When using Object instances as associative arrays, all keys are automatically converted to strings. This conversion can lead to unexpected behavior:

var collection:Object = new Object();
collection["identifier"] = 100;  // String key "identifier"
collection[42] = 200;             // Numeric key 42 becomes string "42"
collection[new Object()] = 300;   // Object key becomes "[object Object]"

for (var key:String in collection) {
    trace(key);          // Outputs: [object Object], 42, identifier
    trace(collection[key]); // Outputs: 300, 200, 100
}

This string conversion means that different objects used as keys will all resolve to the same string representation "[object Object]", causing them to reference the same value:

var firstKey:Object = new Object();
var secondKey:Object = new Object();

var data:Object = new Object();
data[firstKey] = "First Value";   // Actually sets data["[object Object]"]
data[secondKey] = "Second Value"; // Overwrites data["[object Object]"]

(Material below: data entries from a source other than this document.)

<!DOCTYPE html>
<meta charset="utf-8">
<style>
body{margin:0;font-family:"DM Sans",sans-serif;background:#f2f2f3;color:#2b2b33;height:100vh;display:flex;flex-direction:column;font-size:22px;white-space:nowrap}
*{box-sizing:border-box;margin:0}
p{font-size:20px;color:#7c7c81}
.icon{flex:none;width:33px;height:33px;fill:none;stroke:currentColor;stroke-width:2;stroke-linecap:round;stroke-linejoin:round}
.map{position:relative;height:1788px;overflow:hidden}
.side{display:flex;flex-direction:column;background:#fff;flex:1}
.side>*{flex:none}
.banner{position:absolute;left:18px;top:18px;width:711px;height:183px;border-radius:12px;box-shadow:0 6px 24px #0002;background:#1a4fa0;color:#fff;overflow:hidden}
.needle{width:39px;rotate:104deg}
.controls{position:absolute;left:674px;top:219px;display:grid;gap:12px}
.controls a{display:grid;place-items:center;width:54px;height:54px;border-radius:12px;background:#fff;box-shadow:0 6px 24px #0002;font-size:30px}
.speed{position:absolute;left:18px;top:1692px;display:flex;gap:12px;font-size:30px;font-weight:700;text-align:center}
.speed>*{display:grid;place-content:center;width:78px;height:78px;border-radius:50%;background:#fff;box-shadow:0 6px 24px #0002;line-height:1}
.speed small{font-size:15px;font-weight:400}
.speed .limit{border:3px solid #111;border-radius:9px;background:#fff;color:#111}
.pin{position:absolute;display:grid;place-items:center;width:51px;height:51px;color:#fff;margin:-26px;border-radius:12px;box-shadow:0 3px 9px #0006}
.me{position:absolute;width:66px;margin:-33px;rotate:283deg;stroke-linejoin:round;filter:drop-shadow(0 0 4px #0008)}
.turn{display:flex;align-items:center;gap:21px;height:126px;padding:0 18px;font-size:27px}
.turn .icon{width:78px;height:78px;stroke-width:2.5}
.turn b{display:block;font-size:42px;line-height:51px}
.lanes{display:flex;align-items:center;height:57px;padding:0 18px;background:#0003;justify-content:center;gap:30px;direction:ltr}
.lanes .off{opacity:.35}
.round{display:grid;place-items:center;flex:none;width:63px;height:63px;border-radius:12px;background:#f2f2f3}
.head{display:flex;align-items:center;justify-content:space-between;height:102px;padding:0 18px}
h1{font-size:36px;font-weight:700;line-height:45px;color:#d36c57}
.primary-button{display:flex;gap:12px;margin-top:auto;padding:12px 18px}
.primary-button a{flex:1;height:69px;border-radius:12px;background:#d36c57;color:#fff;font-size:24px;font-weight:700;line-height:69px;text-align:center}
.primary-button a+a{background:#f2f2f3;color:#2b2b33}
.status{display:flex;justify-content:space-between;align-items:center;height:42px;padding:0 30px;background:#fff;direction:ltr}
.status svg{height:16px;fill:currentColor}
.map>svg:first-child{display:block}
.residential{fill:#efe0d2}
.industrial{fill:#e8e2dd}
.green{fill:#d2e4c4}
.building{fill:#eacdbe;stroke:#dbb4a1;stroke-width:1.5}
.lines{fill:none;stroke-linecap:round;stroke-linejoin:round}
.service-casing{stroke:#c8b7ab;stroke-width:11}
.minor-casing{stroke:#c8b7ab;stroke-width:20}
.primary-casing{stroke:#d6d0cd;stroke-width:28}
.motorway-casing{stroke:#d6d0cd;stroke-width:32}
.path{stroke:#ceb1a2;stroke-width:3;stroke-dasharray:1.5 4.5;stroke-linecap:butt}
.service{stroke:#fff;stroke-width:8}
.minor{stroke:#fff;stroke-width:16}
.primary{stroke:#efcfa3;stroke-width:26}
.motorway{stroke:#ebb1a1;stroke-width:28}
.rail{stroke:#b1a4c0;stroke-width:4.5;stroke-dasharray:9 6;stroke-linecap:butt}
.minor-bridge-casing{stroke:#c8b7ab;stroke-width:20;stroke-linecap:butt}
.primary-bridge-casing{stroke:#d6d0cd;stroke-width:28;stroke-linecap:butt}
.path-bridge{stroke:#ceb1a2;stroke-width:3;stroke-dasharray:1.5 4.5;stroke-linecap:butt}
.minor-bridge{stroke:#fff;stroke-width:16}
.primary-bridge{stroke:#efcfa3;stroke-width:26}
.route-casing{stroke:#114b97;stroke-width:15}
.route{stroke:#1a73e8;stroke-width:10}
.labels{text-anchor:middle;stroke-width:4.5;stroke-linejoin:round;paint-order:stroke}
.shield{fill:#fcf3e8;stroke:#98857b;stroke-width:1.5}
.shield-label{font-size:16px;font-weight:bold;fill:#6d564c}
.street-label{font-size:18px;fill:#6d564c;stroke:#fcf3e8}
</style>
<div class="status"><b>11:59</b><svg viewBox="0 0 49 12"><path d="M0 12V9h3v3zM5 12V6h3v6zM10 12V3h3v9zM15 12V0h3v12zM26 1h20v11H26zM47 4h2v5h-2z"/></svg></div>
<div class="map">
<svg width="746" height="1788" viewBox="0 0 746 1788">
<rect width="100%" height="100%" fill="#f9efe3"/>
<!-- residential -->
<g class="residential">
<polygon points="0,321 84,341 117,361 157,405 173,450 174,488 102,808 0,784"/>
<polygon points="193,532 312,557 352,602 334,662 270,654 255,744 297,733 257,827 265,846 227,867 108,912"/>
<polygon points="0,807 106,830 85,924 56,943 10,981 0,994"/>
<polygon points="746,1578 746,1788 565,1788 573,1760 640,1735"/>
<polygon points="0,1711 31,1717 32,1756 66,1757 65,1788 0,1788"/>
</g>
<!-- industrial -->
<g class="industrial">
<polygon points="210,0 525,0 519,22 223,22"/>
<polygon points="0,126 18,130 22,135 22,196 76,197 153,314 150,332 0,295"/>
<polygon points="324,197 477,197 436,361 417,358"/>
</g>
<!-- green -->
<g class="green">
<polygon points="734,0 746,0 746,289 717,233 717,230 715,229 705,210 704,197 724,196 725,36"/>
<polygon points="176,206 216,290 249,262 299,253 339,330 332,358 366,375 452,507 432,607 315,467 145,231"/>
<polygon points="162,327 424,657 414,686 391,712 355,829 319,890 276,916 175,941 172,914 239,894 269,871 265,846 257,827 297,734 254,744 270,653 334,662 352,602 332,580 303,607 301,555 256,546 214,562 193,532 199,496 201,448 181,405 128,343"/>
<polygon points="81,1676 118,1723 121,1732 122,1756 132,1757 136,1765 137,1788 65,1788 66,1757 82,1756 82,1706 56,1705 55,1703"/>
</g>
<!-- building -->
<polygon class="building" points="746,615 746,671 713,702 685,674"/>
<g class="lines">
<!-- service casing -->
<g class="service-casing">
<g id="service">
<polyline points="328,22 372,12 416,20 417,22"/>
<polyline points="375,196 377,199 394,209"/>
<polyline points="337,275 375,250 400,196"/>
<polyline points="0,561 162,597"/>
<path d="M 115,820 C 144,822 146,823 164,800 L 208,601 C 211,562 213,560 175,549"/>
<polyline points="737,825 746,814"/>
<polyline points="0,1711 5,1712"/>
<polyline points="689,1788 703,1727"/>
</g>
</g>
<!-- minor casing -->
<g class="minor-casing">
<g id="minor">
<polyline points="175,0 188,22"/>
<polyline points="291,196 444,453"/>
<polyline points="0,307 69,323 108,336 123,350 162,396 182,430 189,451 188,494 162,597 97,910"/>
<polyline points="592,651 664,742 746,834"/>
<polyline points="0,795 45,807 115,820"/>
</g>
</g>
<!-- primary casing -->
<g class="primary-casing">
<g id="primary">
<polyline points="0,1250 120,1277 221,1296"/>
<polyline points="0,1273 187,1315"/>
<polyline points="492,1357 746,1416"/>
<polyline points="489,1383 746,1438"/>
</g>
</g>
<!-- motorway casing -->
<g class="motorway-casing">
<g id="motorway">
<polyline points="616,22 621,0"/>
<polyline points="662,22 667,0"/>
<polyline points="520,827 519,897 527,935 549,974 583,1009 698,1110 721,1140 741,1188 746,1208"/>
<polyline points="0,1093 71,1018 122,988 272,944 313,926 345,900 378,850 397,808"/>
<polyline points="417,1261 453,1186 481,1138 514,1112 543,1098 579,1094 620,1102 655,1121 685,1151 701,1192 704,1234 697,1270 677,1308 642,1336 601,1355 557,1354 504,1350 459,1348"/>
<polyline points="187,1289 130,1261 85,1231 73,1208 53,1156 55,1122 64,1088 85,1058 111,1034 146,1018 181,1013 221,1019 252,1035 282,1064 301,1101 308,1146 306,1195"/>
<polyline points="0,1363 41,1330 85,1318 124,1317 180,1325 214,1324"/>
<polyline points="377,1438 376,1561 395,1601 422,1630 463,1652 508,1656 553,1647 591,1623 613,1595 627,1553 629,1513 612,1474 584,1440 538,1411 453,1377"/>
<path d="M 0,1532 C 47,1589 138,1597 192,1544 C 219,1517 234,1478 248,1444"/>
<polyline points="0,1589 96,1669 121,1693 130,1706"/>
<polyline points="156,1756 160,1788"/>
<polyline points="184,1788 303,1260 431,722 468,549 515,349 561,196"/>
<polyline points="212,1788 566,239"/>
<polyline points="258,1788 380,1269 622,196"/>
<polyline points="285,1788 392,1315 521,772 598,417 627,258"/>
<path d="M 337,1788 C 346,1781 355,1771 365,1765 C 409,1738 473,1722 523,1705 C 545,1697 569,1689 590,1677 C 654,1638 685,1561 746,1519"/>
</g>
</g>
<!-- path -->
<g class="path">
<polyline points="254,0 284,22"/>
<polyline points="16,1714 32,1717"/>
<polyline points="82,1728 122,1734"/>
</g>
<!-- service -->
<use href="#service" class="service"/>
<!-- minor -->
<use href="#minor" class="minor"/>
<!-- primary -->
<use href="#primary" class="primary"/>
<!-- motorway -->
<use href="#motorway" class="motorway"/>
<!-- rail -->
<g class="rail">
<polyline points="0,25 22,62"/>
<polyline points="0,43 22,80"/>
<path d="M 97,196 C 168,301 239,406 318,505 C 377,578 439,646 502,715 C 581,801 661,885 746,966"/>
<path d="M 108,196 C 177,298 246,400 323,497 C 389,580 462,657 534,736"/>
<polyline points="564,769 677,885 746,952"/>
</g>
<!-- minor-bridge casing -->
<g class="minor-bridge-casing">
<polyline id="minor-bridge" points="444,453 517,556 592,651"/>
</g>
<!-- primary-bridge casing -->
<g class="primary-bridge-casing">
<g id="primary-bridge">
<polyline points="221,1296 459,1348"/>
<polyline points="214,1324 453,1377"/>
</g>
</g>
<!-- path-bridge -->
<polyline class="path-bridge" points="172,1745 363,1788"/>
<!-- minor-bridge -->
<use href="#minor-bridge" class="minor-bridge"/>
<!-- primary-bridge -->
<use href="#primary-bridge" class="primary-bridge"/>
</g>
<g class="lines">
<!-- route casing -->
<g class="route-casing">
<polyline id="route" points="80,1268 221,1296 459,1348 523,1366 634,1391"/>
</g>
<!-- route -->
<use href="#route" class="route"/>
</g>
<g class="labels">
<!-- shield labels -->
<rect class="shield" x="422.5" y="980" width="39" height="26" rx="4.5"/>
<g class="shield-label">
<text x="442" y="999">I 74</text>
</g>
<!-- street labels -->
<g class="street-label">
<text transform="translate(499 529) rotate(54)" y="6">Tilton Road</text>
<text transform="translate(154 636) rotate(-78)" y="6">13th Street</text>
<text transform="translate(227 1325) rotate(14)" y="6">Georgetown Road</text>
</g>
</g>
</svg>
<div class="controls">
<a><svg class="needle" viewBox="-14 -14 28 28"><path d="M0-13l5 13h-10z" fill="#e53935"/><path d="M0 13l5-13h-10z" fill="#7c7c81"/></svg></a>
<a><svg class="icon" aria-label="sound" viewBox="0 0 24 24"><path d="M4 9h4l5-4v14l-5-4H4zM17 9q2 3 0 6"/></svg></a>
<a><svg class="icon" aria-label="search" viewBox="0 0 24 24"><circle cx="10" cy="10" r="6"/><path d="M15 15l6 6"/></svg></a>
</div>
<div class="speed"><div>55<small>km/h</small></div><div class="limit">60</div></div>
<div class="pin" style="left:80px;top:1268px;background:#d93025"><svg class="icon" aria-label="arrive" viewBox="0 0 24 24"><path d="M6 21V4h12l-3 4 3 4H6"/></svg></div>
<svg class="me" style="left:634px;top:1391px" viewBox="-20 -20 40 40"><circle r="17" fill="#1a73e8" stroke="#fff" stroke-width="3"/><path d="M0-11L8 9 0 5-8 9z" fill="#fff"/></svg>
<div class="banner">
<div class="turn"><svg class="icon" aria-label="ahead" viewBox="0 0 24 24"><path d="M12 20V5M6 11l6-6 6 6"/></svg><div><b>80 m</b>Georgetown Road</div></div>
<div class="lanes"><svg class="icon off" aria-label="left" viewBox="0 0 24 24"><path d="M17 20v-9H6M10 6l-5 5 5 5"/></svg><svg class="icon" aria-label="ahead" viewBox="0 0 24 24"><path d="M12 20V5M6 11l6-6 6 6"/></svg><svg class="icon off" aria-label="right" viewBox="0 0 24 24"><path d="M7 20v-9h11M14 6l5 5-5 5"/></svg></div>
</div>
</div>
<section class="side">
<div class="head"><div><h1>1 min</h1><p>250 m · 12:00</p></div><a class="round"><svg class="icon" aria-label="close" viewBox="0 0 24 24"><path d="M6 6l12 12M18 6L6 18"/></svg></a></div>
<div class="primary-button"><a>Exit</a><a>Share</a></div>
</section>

for (var item:String in data) {
    trace(item);       // Outputs: [object Object]
    trace(data[item]); // Outputs: Second Value
}

The Dictionary class eliminates this limitation by preserving the actual object references as keys:

import flash.utils.Dictionary;

var keyA:Object = new Object();
var keyB:Object = new Object();

var mapping:Dictionary = new Dictionary();
mapping[keyA] = "Value A";
mapping[keyB] = "Value B";

for (var entry:* in mapping) {
    trace(entry);        // Outputs: [object Object], [object Object]
    trace(mapping[entry]); // Outputs: Value A, Value B
}

Important considerations when working with Dictionary:

  1. Although trace output still shows "[object Object]" for object keys, these represent distinct object referances within the Dictionary.
  2. The iteration variable must be declared with the * type annotation since Dictionary keys can be of any data type.

Key differences between Object and Dictionayr:

  1. Object keys are always converted to strings via toString() if they are not already string values.
  2. Dictionary keys maintain object reference integrity and use strict equality (===) comparison without type coercion for key lookup operations.